Here’s the best case scenario for economic impact: +7.3 million to the Wisconsin economy, almost all in ‘indirect’ impact. The direct activity was completely subsidized.
Here’s how that compares to an ‘average’ Wisconsin Dept. of Commerce project:
Here’s where the money went:
This turns out to be a very inefficient way to create jobs in Wisconsin!
And investing in ‘Hollywood’ productions is even worse!
But at least Wisconsin’s tax payers get a brief visit from a Hollywood director.
And who says America doesn’t make things any more? It’s a great country for movies and… videogames? (More on this some other time).
The relatively good news is that the subsidy was capped in 2010 by Democratic governor Jim Doyle to a mere $500,000 per movie.
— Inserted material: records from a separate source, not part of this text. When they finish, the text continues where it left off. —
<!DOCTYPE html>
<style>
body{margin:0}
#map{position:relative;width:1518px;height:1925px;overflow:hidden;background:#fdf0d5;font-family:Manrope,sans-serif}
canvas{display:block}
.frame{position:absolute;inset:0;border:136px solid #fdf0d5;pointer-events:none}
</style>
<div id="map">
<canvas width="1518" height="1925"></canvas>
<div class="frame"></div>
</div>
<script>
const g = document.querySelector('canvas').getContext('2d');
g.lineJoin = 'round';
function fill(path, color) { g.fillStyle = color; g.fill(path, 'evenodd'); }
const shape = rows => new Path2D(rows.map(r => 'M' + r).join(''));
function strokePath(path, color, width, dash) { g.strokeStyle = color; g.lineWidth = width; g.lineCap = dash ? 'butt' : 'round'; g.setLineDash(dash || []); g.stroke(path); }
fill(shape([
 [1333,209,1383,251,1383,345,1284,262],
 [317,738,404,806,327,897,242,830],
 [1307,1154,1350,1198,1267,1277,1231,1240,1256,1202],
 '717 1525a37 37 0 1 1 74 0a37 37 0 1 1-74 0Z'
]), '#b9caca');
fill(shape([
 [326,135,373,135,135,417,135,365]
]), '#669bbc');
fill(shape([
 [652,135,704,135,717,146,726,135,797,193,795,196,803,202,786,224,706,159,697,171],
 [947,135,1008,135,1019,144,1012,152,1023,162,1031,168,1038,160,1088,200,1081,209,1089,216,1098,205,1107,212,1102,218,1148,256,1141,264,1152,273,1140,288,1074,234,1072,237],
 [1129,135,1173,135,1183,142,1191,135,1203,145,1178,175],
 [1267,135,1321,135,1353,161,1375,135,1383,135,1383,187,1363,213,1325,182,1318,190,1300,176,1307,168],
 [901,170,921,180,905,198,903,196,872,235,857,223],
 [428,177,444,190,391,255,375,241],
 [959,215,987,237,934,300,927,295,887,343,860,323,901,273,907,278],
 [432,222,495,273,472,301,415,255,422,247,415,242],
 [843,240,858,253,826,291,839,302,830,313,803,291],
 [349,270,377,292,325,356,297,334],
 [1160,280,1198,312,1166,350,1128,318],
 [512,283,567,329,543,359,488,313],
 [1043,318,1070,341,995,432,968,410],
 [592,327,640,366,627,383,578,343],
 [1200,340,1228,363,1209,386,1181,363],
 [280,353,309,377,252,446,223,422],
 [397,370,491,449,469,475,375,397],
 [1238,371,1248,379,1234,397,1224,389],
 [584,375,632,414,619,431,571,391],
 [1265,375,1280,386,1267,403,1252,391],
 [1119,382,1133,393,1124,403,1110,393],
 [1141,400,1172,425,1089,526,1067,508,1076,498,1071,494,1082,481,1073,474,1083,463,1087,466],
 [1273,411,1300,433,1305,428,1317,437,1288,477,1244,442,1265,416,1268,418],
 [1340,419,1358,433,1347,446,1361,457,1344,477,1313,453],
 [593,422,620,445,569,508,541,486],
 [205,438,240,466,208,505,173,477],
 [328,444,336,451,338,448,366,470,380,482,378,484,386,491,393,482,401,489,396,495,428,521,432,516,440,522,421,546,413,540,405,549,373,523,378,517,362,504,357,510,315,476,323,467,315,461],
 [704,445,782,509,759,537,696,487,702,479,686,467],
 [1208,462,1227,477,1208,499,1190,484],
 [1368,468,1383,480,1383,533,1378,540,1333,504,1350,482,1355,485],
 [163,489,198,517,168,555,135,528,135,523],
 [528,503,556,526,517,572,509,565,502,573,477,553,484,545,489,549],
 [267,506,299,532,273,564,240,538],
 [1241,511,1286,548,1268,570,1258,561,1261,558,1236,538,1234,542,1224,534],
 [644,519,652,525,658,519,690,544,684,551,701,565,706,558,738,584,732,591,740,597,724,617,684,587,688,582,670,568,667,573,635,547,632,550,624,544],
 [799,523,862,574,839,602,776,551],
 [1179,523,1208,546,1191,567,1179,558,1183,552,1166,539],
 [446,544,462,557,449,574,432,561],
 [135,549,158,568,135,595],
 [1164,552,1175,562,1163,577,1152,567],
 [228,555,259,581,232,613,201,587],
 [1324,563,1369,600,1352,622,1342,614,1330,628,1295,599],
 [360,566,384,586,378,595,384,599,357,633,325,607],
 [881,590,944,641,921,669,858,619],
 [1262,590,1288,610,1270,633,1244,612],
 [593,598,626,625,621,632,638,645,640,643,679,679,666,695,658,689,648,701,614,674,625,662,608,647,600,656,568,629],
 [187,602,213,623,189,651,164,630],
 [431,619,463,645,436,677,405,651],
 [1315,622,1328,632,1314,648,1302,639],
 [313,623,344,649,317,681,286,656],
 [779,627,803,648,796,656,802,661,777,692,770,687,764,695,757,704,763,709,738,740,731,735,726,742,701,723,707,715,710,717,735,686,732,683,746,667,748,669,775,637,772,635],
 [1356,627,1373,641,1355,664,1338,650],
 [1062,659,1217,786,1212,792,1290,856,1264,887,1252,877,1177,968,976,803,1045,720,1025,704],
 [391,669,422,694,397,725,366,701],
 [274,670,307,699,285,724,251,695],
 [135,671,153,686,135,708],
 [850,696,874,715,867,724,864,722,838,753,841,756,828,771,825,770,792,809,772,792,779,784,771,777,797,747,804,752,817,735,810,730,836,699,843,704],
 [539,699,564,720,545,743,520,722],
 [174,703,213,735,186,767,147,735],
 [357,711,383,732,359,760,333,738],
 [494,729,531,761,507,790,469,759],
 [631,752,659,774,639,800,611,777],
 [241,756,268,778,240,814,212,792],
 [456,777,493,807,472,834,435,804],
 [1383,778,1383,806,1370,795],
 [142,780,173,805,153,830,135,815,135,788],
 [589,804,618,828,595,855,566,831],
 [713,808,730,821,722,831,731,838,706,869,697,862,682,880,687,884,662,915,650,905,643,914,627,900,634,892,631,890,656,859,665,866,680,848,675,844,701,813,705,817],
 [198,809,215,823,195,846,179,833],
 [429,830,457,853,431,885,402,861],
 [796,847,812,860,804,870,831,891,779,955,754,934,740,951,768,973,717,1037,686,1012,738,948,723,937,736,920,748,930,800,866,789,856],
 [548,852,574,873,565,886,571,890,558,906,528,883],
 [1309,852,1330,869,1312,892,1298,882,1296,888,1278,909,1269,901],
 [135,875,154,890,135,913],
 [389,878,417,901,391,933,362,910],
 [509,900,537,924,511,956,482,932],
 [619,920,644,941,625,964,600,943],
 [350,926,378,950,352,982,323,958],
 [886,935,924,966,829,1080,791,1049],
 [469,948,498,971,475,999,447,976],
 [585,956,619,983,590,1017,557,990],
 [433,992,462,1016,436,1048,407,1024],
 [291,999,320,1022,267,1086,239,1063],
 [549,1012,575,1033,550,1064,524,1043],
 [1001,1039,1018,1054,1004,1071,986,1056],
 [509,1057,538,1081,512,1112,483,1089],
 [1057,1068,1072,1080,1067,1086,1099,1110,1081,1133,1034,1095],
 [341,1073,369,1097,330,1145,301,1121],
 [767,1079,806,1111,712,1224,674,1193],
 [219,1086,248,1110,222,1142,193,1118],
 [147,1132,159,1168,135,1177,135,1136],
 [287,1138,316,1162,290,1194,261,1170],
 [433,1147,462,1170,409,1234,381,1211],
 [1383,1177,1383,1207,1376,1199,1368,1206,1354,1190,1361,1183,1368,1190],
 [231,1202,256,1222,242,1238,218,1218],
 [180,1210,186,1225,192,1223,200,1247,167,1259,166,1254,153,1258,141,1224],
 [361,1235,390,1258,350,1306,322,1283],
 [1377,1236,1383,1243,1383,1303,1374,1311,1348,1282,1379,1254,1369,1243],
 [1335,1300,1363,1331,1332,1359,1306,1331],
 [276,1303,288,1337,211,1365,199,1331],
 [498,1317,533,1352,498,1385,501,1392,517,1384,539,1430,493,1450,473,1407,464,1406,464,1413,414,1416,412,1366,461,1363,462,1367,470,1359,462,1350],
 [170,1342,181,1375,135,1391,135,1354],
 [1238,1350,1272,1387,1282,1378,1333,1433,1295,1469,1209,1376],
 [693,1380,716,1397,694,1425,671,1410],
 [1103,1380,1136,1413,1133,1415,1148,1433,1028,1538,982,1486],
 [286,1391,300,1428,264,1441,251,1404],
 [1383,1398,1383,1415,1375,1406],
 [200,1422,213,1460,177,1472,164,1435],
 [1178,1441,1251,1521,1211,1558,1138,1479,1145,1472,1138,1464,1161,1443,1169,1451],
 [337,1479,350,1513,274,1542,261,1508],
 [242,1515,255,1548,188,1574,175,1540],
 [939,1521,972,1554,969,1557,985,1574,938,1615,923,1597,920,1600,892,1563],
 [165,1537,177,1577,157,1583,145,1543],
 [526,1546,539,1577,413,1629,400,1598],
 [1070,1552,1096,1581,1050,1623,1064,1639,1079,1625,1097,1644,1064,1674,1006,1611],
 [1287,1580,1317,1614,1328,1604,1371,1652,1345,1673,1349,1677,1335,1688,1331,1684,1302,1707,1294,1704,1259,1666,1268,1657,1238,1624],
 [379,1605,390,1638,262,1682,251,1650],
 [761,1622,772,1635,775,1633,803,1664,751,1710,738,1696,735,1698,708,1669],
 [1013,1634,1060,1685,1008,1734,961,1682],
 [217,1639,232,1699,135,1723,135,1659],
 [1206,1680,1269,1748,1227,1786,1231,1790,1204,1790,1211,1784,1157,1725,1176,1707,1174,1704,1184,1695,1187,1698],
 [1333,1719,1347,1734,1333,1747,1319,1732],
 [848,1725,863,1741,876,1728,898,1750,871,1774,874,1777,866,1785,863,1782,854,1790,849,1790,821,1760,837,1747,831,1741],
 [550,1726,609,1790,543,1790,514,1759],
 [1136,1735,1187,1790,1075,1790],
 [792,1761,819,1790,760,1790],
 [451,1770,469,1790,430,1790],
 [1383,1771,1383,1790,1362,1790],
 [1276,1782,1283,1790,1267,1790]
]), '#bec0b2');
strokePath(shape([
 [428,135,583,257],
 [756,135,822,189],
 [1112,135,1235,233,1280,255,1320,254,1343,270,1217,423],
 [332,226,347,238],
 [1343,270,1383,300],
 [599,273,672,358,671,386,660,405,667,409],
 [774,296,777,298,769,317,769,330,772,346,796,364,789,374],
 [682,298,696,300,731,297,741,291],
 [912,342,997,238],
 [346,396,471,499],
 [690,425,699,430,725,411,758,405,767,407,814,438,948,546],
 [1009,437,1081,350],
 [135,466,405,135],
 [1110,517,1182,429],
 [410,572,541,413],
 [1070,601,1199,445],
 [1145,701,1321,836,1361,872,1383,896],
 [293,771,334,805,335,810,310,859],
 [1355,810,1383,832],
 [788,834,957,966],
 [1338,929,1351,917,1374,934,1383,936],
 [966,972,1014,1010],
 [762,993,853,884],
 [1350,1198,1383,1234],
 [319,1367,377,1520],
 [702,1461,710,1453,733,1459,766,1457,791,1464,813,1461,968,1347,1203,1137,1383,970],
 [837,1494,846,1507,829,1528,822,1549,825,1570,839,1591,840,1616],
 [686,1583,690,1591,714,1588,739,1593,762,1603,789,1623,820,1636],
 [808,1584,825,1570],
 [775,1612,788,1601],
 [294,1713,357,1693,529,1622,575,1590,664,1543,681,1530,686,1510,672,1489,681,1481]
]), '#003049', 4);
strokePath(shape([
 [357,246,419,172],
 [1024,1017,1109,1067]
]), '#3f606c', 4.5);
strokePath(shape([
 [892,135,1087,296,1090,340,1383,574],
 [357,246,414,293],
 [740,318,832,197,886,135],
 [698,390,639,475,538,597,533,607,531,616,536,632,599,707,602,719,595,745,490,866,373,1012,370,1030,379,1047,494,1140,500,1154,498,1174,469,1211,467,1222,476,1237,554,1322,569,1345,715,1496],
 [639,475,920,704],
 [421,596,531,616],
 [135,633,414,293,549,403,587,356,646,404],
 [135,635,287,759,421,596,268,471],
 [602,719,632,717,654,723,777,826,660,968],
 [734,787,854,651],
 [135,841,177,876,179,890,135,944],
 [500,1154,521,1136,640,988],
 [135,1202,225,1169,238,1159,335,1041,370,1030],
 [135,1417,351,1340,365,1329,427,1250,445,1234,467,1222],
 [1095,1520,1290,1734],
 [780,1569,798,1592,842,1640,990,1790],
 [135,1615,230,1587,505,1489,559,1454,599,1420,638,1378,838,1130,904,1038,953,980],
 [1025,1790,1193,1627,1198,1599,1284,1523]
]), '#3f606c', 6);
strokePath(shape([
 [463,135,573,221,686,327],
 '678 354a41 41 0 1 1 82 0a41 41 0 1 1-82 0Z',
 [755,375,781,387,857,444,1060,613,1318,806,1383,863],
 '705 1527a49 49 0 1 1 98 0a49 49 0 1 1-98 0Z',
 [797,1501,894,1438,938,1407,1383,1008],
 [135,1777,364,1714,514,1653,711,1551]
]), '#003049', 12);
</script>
But how does the new austerity-loving Governor Scott Walker feel about this use of public money?
“Gov. Doyle did not give the program a fair chance to take hold,” he wrote in response to a candidate questionnaire from Milwaukee’s convention and tourism bureau, VISIT Milwaukee. “Reasonable and sustainable incentives that emphasize putting Wisconsin people to work and growing this industry for the state should receive serious consideration.”
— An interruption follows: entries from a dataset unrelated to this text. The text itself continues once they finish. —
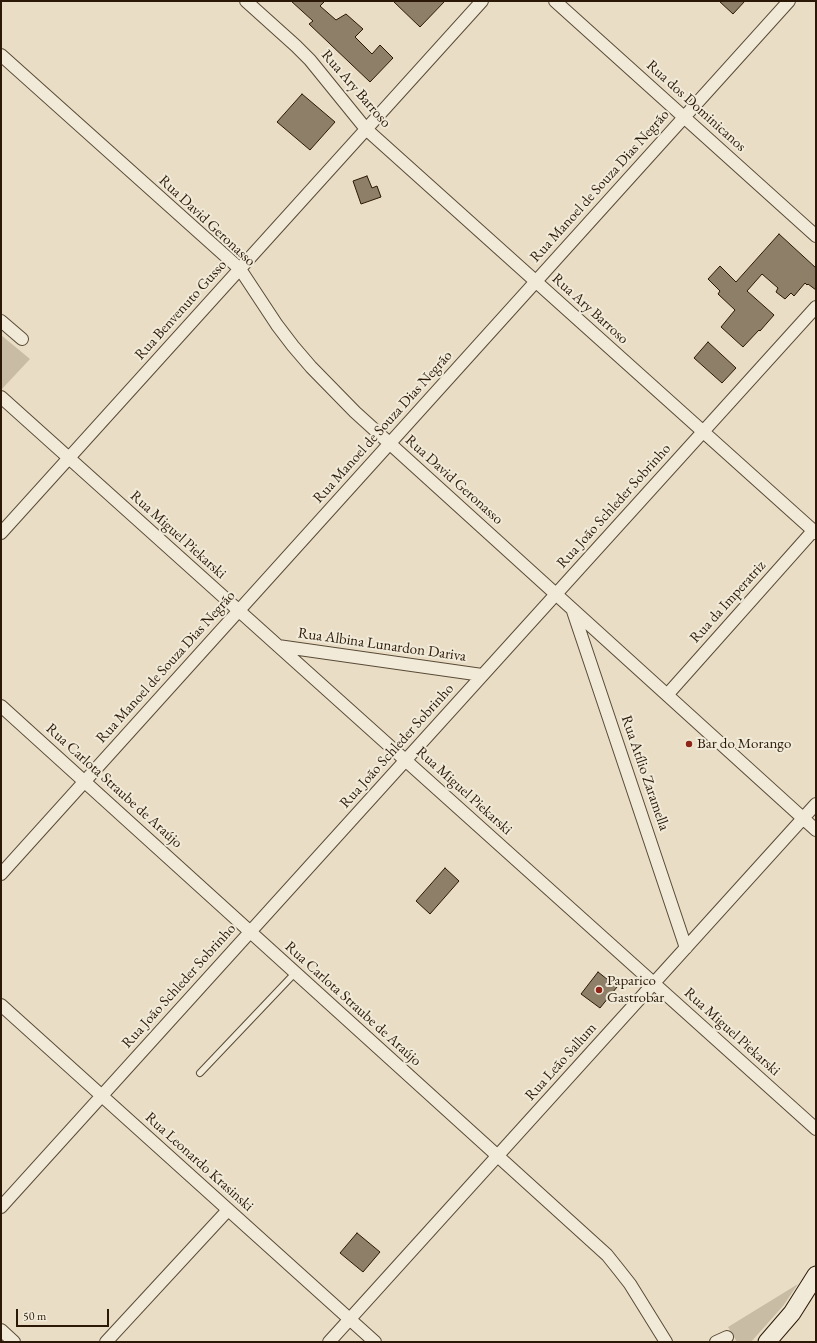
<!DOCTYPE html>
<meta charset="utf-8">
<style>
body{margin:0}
#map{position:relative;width:817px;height:1343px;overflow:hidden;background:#e9dec5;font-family:"EB Garamond",serif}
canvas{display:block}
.frame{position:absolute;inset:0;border:2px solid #2b1806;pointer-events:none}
.scale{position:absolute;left:16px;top:1309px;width:93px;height:18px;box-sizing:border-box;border:2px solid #2b1806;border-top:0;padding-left:5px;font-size:12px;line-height:14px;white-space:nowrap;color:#2b1806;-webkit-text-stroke:3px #f1ead9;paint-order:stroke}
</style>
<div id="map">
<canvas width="817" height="1343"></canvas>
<div class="frame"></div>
<div class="scale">50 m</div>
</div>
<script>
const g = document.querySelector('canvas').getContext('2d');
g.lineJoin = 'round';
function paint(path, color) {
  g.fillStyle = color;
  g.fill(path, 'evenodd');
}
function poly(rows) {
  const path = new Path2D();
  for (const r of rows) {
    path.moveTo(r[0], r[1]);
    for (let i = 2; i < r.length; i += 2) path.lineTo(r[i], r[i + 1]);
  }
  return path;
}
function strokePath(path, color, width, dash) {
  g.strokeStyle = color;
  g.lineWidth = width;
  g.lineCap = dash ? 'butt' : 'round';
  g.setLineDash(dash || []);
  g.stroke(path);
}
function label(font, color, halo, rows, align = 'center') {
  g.font = font + ' "EB Garamond",serif';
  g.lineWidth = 4;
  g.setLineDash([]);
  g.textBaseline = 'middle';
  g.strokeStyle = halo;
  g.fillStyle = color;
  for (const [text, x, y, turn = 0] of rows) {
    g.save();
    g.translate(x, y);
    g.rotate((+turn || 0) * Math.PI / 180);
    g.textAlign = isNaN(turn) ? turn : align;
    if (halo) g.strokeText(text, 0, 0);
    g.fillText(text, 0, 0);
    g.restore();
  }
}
const green = poly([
 [1,335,30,359,1,390],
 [798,1284,783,1306,751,1342,737,1342,728,1327]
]);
const building = poly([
 [291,1,325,1,320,6,336,20,346,14,363,29,355,37,372,54,380,45,393,58,370,82,309,24,313,21,291,1],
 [393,1,445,1,420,27,393,1],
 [719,1,745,1,733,14,719,1],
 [302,94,335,122,310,150,277,122,302,94],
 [367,176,372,188,377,186,381,197,361,204,353,181,367,176],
 [779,234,816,268,816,290,808,284,807,285,805,283,794,296,791,293,785,299,776,292,778,288,762,274,747,291,774,315,760,331,759,330,743,347,721,327,735,310,718,294,720,291,708,279,720,266,736,282,779,234],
 [708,342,736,368,722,383,694,358,708,342],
 [445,868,459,881,430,914,416,901,445,868],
 [598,972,617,987,600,1008,581,994,598,972],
 [357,1233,380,1252,363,1272,340,1253,357,1233]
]);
const lane = poly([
 [200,1073,295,973]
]);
const street = poly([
 [246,1,296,46,310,60,366,129,816,533],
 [555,1,816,236],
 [1,55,240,269,277,325,293,346,311,367,355,412,816,830],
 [1,321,22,339],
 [1,397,816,1129],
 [1,533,482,1],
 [573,611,686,948],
 [278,646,482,675],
 [667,695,813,531],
 [1,706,607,1255,619,1270,630,1284,666,1342],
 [1,874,789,1],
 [1,1005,375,1342],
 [1,1207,816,307],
 [1,1330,14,1342],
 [106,1342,228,1210],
 [329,1342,816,804],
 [716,1342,727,1337]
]);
const secondary = poly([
 [767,1342,792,1313,816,1275]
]);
const markers = [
 [689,744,4,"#8f2418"],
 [599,990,4,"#8f2418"]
];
const streetNames = [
 ["Rua Ary Barroso",356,89,49],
 ["Rua dos Dominicanos",696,106,42],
 ["Rua Manoel de Souza Dias Negrão",600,186,-48],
 ["Rua David Geronasso",207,221,43],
 ["Rua Ary Barroso",590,309,42],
 ["Rua Benvenuto Gusso",181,310,-48],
 ["Rua Manoel de Souza Dias Negrão",383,427,-48],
 ["Rua David Geronasso",454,480,42],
 ["Rua João Schleder Sobrinho",614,506,-48],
 ["Rua Miguel Piekarski",178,535,42],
 ["Rua da Imperatriz",728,602,-48],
 ["Rua Albina Lunardon Dariva",382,645,8],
 ["Rua Manoel de Souza Dias Negrão",166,667,-48],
 ["Rua João Schleder Sobrinho",397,746,-48],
 ["Rua Atílio Zaramella",645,773,71],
 ["Rua Carlota Straube de Araújo",114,786,42],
 ["Rua Miguel Piekarski",464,791,42],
 ["Rua João Schleder Sobrinho",179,986,-48],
 ["Rua Carlota Straube de Araújo",353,1004,42],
 ["Rua Miguel Piekarski",732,1032,42],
 ["Rua Leão Sallum",561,1062,-48],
 ["Rua Leonardo Krasinski",199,1162,42]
];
const poiNames = [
 ["Bar do Morango",697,744],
 ["Paparico",607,981],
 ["Gastrobar",607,998]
];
paint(green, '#c9bca5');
paint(building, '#8e7f69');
strokePath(building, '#2b1806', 1);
strokePath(lane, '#5a4a36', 8);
strokePath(street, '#5a4a36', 14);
strokePath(secondary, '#2b1806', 19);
strokePath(lane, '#f1ead9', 6);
strokePath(street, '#f1ead9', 12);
strokePath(secondary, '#f1ead9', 17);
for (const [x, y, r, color] of markers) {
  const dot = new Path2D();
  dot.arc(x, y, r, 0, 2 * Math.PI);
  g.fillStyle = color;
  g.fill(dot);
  strokePath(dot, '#f1ead9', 1.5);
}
label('15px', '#2b1806', '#f1ead9', streetNames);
label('15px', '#2b1806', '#f1ead9', poiNames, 'left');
</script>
There has been no further action: a recent vote to reduce the subsidy further deadlocked in the Wisconsin Assembly, with four Democrats and four Republicans voting to retain it and eight Republicans voting against.
Here’s George Tzougros, the executive director of the Wisconsin Arts Board:
“We are feeling pretty good about the change in the political climate,” Tzougros says. “One of the myths (surrounding the issue) is this is all about Hollywood. But it’s not. It’s about creating jobs.”
Wisconsin taxpayers contributed $450,000 toward Hollywood director Michael Mann’s salary when he came to the state last year to film the big-budget Johnny Depp gangster movie, “Public Enemies.”
Records obtained by the Associated Press show the state’s film tax credits also paid for a portion of Mann’s assistants’ salaries, entertainment, meals and stuntmen’s living expenses.Wisconsin Commerce Department executive assistant Zach Brandon said the state’s tax credits even covered about $100,000 of the cost of Depp’s entourage of chauffeurs, hair stylists and assistants.He said the 1-year-old film tax credit program needs major overhauls.
But VISIT Milwaukee public relations director David Fantle said it’s too soon to be talking about making wholesale changes.
Public Enemies made $214 million worldwide.